JAKARTA – Fenomena menurunnya minat siswa dan mahasiswa terhadap pelajaran sains, khususnya matematika, fisika, kimia, dan biologi, kini ramai diperbincangkan. Direktur Diseminasi dan Pemanfaatan Sains dan Teknologi (Minatsaintek) Kementerian Pendidikan Tinggi Sains dan Teknologi (Kemendiktisaintek), Yudi Darma, mengungkapkan bahwa banyak siswa kini lebih enggan untuk mempelajari mata pelajaran sains. Terutama fisika, yang sering dianggap sulit dan membosankan.
"Matematika, fisika, kimia, dan biologi, terutama fisika, memang sudah tidak menarik lagi bagi banyak siswa. Bahkan, mahasiswa yang tertarik pada bidang MIPA juga semakin sedikit," ujar Yudi dalam acara Ngopi Bareng Kemdiktisaintek bersama wartawan, Selasa (18/2/2025). Hal ini sejalan dengan video-video viral yang menunjukkan siswa SMP dan SMA kesulitan dalam melakukan perhitungan dasar, yang menjadi indikasi adanya masalah serius dalam sistem pendidikan sains dan matematika di Indonesia.

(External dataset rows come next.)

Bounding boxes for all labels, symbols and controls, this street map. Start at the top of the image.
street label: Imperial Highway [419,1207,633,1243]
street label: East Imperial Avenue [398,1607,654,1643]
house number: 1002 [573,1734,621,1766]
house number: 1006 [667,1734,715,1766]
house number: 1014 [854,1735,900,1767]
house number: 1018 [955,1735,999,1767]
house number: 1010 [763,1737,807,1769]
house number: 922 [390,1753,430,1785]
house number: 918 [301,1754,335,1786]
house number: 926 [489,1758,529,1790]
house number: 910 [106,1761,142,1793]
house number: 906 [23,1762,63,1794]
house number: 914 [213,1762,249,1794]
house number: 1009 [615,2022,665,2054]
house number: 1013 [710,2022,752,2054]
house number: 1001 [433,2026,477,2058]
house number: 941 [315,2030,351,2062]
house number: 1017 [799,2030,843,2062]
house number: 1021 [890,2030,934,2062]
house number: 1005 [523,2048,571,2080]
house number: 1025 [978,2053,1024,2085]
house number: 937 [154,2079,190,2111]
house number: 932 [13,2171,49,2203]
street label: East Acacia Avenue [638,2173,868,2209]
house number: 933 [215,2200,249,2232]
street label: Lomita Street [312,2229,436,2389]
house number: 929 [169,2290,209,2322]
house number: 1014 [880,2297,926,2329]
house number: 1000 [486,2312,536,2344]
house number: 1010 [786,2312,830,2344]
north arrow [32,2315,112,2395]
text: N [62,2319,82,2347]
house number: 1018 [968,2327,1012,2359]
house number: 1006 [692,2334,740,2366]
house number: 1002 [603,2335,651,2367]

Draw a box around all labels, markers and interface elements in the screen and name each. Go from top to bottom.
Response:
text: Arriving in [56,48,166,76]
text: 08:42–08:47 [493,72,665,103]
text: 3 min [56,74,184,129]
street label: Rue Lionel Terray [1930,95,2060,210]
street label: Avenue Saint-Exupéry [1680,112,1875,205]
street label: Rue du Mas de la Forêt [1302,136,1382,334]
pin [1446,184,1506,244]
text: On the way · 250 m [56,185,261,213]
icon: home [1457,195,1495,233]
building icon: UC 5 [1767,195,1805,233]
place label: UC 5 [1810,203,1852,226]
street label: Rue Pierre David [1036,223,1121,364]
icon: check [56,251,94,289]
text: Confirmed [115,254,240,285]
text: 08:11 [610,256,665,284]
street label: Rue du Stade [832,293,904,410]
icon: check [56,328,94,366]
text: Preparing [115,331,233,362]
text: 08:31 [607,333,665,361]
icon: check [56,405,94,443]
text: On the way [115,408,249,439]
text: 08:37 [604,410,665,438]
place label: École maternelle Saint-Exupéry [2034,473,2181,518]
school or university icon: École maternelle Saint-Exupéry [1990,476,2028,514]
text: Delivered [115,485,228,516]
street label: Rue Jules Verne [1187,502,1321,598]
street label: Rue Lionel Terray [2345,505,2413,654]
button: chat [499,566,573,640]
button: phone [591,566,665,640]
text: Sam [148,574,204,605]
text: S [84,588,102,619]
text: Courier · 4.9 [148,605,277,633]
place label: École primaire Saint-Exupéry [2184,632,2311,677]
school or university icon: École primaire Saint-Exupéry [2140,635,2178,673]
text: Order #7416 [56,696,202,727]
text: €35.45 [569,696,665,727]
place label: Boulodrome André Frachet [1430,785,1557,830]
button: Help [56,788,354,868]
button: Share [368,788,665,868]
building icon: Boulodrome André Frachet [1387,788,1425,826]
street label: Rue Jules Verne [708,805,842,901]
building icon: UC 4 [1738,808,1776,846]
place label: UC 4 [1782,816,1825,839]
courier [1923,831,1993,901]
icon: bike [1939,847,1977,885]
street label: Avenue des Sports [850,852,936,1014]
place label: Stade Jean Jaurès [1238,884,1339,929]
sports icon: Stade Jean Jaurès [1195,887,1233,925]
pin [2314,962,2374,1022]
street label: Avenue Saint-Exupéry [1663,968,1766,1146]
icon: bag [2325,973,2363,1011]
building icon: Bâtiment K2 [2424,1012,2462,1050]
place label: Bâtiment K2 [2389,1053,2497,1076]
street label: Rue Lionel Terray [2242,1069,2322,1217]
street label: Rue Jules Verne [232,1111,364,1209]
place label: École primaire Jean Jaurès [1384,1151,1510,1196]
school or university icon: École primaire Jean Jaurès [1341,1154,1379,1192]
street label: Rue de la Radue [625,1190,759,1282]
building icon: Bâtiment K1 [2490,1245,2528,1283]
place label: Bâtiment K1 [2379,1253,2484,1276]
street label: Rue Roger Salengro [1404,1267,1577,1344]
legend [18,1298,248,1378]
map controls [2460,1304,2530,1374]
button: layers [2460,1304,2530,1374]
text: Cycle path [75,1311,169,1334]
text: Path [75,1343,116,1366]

Rektor Universitas Pertamina, Prof. Wawan Gunawan, mengonfirmasi penurunan minat ini, terutama di jurusan Matematika dan Ilmu Pengetahuan Alam (MIPA). Di Universitas Pertamina, hanya ada satu program studi sains murni, yaitu jurusan Kimia yang berada di bawah Fakultas Sains dan Ilmu Komputer. Bahkan, menurut Wawan, untuk menarik mahasiswa baru di jurusan Kimia pun perlu pendekatan kreatif, seperti memberikan beasiswa.
"Di kampus kami, satu-satunya program studi sains murni, ya cuma kimia. Bisa mendapatkan mahasiswa di jurusan ini saja sudah alhamdulillah," ujarnya.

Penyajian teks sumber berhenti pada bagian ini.